• **Dataset entries**:
● ● ● ● ●
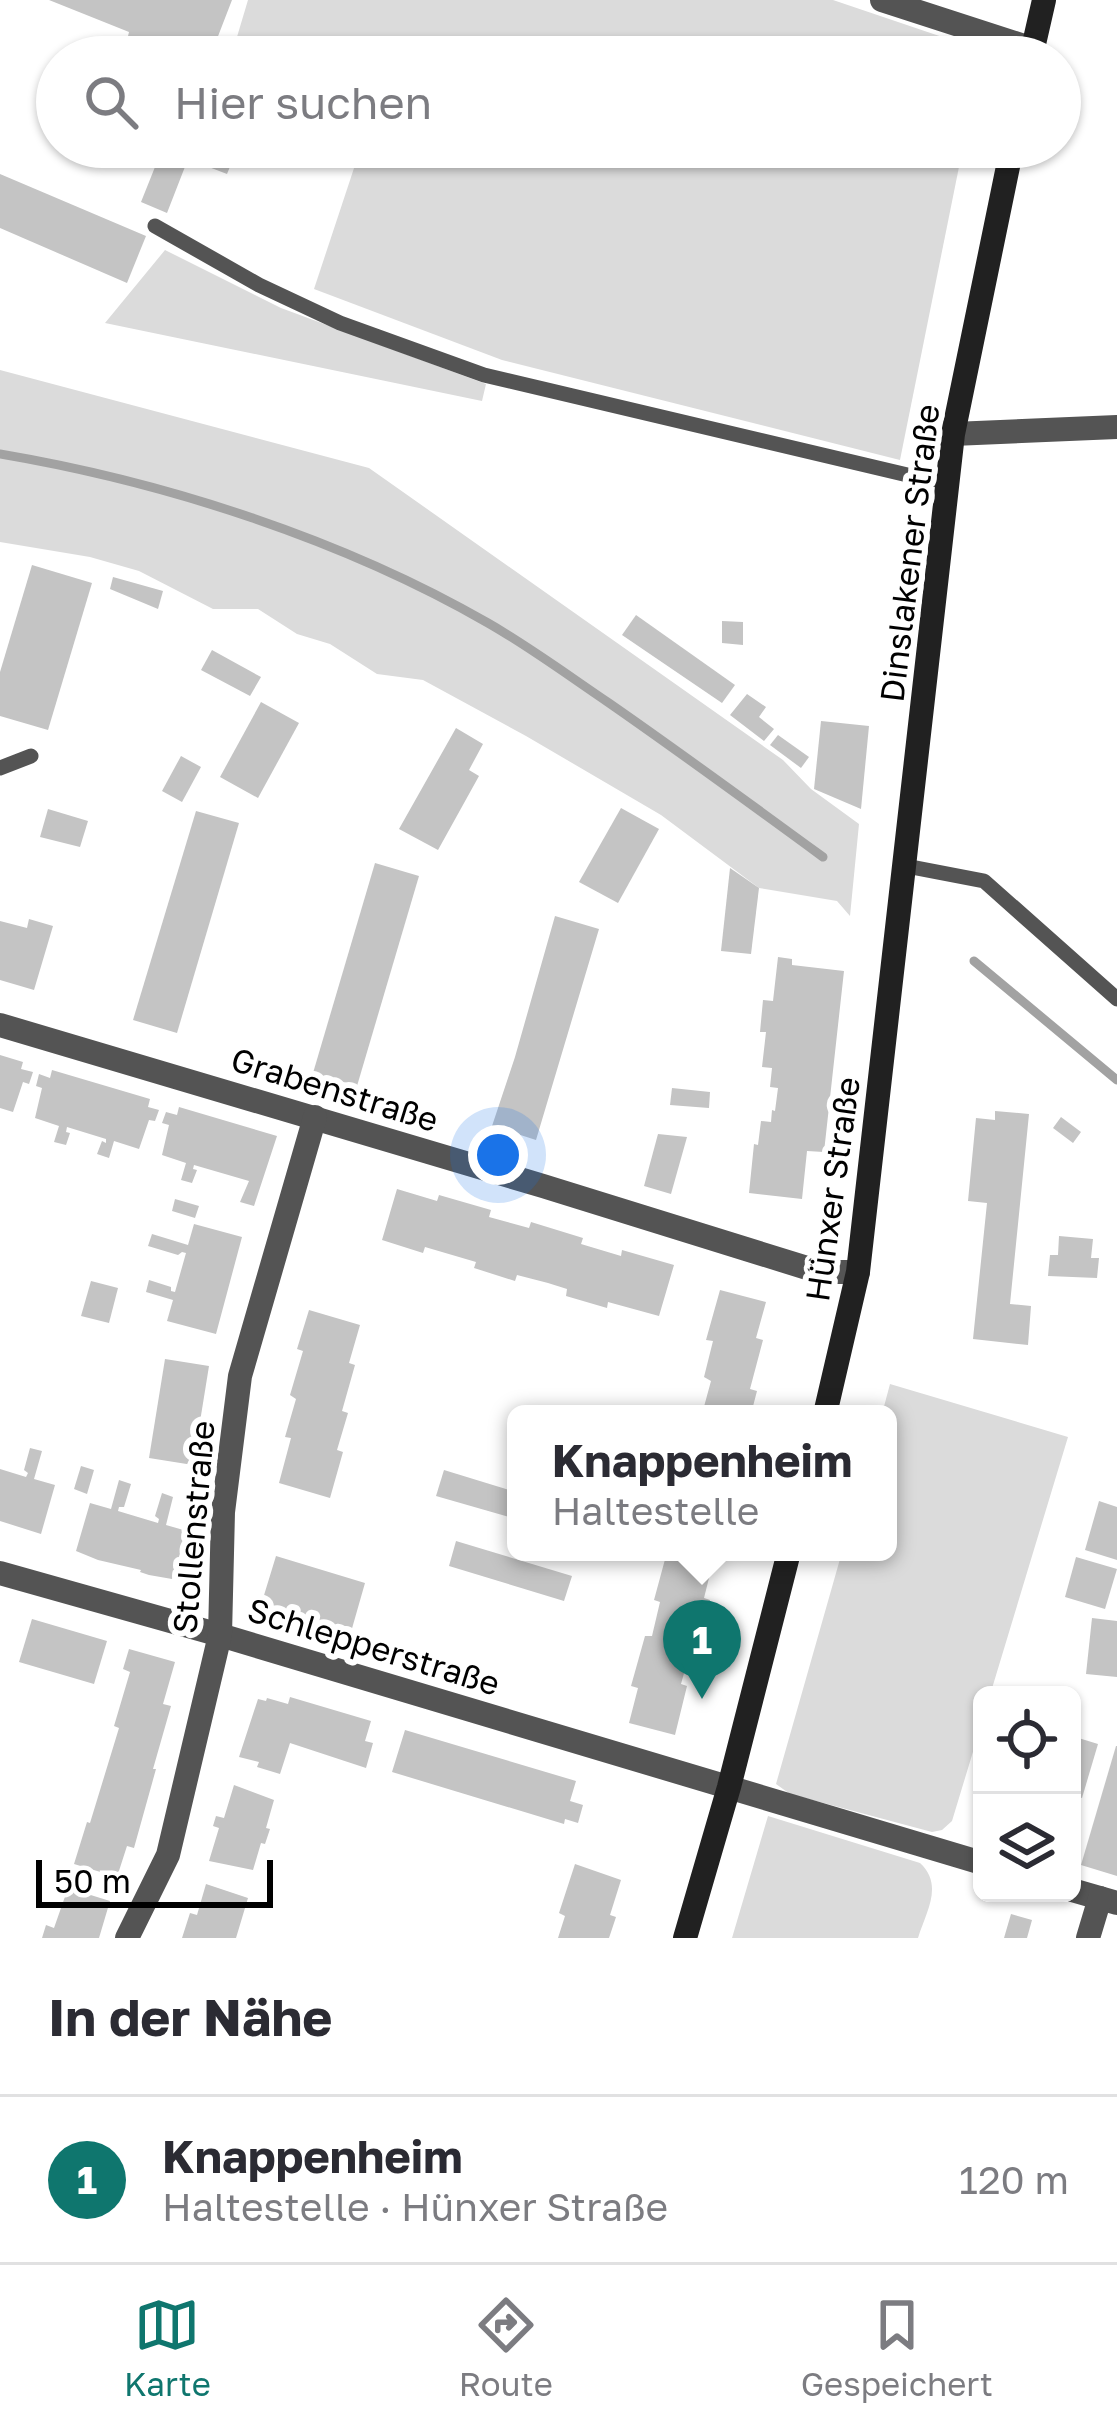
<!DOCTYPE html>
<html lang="de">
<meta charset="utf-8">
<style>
body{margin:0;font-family:"Golos Text",sans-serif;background:#f2f2f3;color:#2b2b33}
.controls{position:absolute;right:36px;bottom:36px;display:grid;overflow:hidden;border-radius:18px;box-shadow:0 3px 9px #0004}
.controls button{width:108px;height:108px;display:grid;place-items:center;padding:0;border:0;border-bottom:3px solid #e1e1e2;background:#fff;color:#2b2b33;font:60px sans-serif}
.scale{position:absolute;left:36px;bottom:30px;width:237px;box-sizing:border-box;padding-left:12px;border:6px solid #000;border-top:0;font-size:33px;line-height:42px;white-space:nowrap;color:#000;-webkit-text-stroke:9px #fff;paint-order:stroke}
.you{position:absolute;left:498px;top:1155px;width:42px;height:42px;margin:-30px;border:9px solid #fff;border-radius:50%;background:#1a73e8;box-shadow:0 0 0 18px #1a73e833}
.badge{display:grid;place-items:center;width:78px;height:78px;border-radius:50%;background:#0f766e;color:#fff;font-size:39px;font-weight:700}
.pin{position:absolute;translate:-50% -99px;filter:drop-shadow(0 3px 6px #0008)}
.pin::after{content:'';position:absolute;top:63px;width:42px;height:36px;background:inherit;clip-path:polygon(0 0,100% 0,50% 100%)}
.popup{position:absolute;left:507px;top:1405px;width:390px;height:156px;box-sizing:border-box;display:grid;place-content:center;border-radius:18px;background:#fff;filter:drop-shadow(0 3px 9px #0005);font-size:39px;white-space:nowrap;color:#7c7c81}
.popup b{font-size:45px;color:#2b2b33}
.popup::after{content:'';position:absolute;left:50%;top:100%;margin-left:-24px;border:24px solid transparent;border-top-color:#fff}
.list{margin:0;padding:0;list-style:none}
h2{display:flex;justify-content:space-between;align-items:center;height:156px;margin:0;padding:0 48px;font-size:51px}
h2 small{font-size:39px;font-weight:400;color:#7c7c81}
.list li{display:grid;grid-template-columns:78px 1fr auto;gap:36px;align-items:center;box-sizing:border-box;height:168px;padding:0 48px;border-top:3px solid #e1e1e2}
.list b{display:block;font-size:45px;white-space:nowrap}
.list p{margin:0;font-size:39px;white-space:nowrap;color:#7c7c81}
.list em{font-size:39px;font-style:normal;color:#7c7c81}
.icon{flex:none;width:66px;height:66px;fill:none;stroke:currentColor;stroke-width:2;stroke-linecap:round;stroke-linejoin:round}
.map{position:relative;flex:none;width:1117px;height:1938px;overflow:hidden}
.search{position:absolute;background:#fff;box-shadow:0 3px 9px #0004;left:36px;right:36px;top:36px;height:132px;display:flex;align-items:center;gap:30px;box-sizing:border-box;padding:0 42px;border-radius:66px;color:#7c7c81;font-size:45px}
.sheet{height:324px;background:#fff}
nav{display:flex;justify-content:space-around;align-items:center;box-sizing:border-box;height:168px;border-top:3px solid #e1e1e2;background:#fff;font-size:33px;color:#7c7c81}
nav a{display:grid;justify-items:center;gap:6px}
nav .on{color:#0f766e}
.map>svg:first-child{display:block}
</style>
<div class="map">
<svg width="1117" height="1938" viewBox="0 0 1117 1938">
<rect width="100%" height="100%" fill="#fff"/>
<g fill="#dbdbdb">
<polygon points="248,0 833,0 963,44 968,57 231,57"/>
<polygon points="361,147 963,147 900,460 502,360 314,289"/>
<polygon points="165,250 281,308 486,384 482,401 105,323"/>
<polygon points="0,370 369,468 783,760 811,789 859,824 850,916 837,901 759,888 661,815 526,736 423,680 377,674 330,644 297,634 258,609 213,609 139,571 90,557 0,542"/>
<polygon points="890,1384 1068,1437 990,1695 982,1695 982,1722 952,1821 942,1830 932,1832 790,1794 776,1784 842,1552 888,1552 888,1414 882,1414"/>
<path d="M768,1816L920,1863C944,1885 926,1912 918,1938H732Z"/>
</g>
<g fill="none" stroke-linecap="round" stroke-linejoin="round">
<g stroke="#a2a2a2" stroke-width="9">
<path d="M0,454C165,482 342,539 488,623C530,647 569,676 609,703C681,753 752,805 823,857"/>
<polyline points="974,961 1117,1080"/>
</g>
</g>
<g fill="#c4c4c4">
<polygon points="49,0 232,0 210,57 123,57 129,32"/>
<polygon points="163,147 238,147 227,174 188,159 167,213 141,202"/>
<polygon points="0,174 146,236 127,283 0,228"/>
<polygon points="32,565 92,583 48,730 0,716 0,672"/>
<polygon points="113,577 163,591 158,609 110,589"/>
<polygon points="636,615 735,685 722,703 622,635"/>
<polygon points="722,621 743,622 743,645 722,643"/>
<polygon points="212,650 261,677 250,696 201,670"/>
<polygon points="747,694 766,707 759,717 774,729 764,741 730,715"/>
<polygon points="261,702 299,723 258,798 220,777"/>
<polygon points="821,721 869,726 861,809 814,789"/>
<polygon points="456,728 483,744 469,770 479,776 438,850 399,829"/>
<polygon points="778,735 809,757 801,768 770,745"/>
<polygon points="181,756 201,767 182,802 162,791"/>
<polygon points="621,808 659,829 618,903 579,882"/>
<polygon points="48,809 88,821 80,847 40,837"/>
<polygon points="196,811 239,823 177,1033 133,1020"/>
<polygon points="375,863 419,876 357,1086 313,1073"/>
<polygon points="730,868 759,888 751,954 721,951"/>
<polygon points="555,916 599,929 536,1140 492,1126 515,1057"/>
<polygon points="29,919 53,926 34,990 0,980 0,921 27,928"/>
<polygon points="778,957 792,959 792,965 844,971 824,1152 807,1151 802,1199 749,1193 754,1144 758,1145 761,1121 771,1122 772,1110 775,1111 778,1088 770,1087 772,1068 762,1067 766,1032 760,1032 763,1000 773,1001"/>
<polygon points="0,1055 23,1062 21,1069 33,1072 29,1084 23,1082 13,1112 0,1108"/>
<polygon points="52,1070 150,1099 148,1107 159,1110 155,1121 149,1120 139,1149 114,1141 109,1158 97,1154 102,1141 106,1143 106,1139 67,1127 66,1132 70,1133 66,1145 54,1142 59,1126 35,1118 42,1088 36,1086 39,1074 50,1078"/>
<polygon points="672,1088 710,1092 709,1108 670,1105"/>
<polygon points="179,1107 277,1136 254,1206 240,1202 249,1181 194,1165 193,1169 197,1170 192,1183 181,1180 186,1163 162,1155 169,1125 162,1123 166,1112 177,1115"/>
<polygon points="995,1111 1029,1114 1010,1304 1031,1306 1028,1345 973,1339 987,1203 968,1201 976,1118 995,1120"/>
<polygon points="1061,1117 1081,1132 1073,1143 1053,1128"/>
<polygon points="658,1134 687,1137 671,1194 644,1186"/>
<polygon points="397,1189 437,1201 439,1195 491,1210 489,1217 529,1228 531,1222 583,1238 581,1244 621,1256 622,1250 674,1265 659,1316 608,1302 607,1308 566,1296 567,1289 548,1283 517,1275 515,1281 474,1268 476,1262 425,1247 423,1253 382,1240"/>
<polygon points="175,1199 199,1206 195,1218 172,1211"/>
<polygon points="194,1224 242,1237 216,1334 167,1321 173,1300 146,1292 149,1280 171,1287 171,1291 175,1292 186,1253 182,1252 178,1255 148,1246 152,1234 188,1245"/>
<polygon points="1059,1236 1093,1239 1091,1258 1099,1258 1097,1278 1048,1276 1050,1255 1058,1255"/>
<polygon points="91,1281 118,1288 109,1323 81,1316"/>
<polygon points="720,1290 766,1302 756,1338 763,1340 750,1389 757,1391 751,1414 702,1414 711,1381 704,1377 713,1341 706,1340"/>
<polygon points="309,1310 360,1325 349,1363 355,1365 342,1411 348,1413 337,1450 343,1452 330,1498 279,1483 291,1438 285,1437 296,1399 290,1395 303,1351 297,1349"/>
<polygon points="165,1359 209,1366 193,1465 149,1458"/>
<polygon points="30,1448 42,1451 34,1479 55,1485 41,1534 0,1521 0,1469 26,1477 28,1473 24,1470"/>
<polygon points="81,1466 94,1470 87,1494 74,1489"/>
<polygon points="444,1470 516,1492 516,1519 436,1496"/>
<polygon points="119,1480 131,1484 124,1507 119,1507 118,1511 158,1523 159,1519 155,1516 162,1493 173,1497 166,1525 187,1531 172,1579 149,1575 140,1572 141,1570 98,1560 76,1551 90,1503 111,1509"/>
<polygon points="1099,1501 1117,1507 1117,1560 1085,1550"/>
<polygon points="456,1541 572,1576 564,1601 449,1566"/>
<polygon points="667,1552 722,1552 719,1563 713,1562 704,1598 710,1600 697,1649 691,1648 681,1684 687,1686 675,1735 629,1723 638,1688 631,1686 645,1636 652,1636 660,1602 654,1600"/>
<polygon points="276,1556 365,1583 351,1632 340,1634 334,1632 331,1626 280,1611 275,1615 261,1605"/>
<polygon points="1076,1557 1117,1569 1105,1609 1065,1597"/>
<polygon points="1092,1618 1117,1621 1117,1677 1086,1674"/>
<polygon points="32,1619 107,1641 94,1684 19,1662"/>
<polygon points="129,1649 175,1662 163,1704 171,1706 153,1769 156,1769 134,1848 127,1846 117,1877 74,1864 87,1822 90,1823 119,1728 114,1726 130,1672 123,1669"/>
<polygon points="290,1697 371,1721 365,1741 373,1743 366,1768 290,1743 280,1774 257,1767 259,1762 239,1757 258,1699 266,1701 267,1698 288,1704"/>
<polygon points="405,1730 576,1781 570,1801 583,1805 578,1823 565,1819 564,1824 392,1772"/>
<polygon points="1072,1736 1098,1744 1082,1798 1072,1795"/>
<polygon points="1116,1746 1117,1746 1117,1876 1081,1865"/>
<polygon points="234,1785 274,1800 266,1828 270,1829 265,1844 261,1843 253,1870 209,1861 219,1828 213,1826 216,1816 224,1818"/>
<polygon points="575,1864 621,1880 610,1915 616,1917 609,1938 558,1938 565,1916 559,1913"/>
<polygon points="206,1884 248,1898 236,1938 182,1938 190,1913 197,1915"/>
<polygon points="68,1888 110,1901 99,1938 42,1938 46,1925 54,1928"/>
<polygon points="1011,1914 1032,1920 1027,1938 1004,1938"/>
</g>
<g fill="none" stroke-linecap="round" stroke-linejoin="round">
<g stroke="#545454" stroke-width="15">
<polyline points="155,226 259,285 340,323 484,375 916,477 946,481"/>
<polyline points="0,768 31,756"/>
<polyline points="906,866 984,881 1117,999"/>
</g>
<g stroke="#545454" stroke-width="24">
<polyline points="0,1025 543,1186 820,1272 858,1272"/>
<polyline points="0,1573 220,1635 982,1863"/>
<polyline points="1072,1890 1117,1903"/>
<polyline points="127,1938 168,1855 220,1635 223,1512 240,1376 315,1117"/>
<polyline points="1088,1938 1100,1898"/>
</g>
<g stroke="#545454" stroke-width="24">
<polyline points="882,0 1033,49"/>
<polyline points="953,434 1117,427"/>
</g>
<g stroke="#212121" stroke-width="24">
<polyline points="1031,57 1044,0"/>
<polyline points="825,1414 858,1272 953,434 1012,147"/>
<polyline points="685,1938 729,1787 789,1552"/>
</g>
</g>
<g text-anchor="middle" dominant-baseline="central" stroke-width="12" stroke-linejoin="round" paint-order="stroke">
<g font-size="33" fill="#000" stroke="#fff">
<text transform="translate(909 553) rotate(-83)">Dinslakener Straße</text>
<text transform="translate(335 1089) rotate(17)">Grabenstraße</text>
<text transform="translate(832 1189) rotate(-82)">Hünxer Straße</text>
<text transform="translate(193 1527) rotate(-85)">Stollenstraße</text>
<text transform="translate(374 1646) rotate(17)">Schlepperstraße</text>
</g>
</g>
</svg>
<div class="controls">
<button><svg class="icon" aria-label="locate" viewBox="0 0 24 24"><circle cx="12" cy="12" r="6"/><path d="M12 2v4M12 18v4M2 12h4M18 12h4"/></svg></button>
<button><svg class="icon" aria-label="layers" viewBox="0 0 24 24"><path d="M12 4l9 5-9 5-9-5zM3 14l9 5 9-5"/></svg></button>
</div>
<div class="scale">50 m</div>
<div class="you"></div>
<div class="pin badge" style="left:702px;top:1699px">1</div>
<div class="popup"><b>Knappenheim</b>Haltestelle</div>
<div class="search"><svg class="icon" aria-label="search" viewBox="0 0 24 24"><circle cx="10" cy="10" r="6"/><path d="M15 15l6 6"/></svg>Hier suchen</div>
</div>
<section class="sheet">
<h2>In der Nähe<small></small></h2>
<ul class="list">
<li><span class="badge">1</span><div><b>Knappenheim</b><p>Haltestelle · Hünxer Straße</p></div><em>120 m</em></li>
</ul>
</section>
<nav>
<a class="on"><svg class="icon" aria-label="map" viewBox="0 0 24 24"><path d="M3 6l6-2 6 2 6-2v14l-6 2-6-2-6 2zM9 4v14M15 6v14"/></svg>Karte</a>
<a><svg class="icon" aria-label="directions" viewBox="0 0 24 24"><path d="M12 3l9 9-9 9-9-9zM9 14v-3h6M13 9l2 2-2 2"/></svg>Route</a>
<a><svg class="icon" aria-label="saved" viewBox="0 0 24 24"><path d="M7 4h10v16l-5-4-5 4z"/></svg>Gespeichert</a>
</nav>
● ● ● ● ●
• **Work task**:
Pick out the lines above that hold the string "after" and show them.

• **Answer section**:
.pin::after{content:'';position:absolute;top:63px;width:42px;height:36px;background:inherit;clip-path:polygon(0 0,100% 0,50% 100%)}
.popup::after{content:'';position:absolute;left:50%;top:100%;margin-left:-24px;border:24px solid transparent;border-top-color:#fff}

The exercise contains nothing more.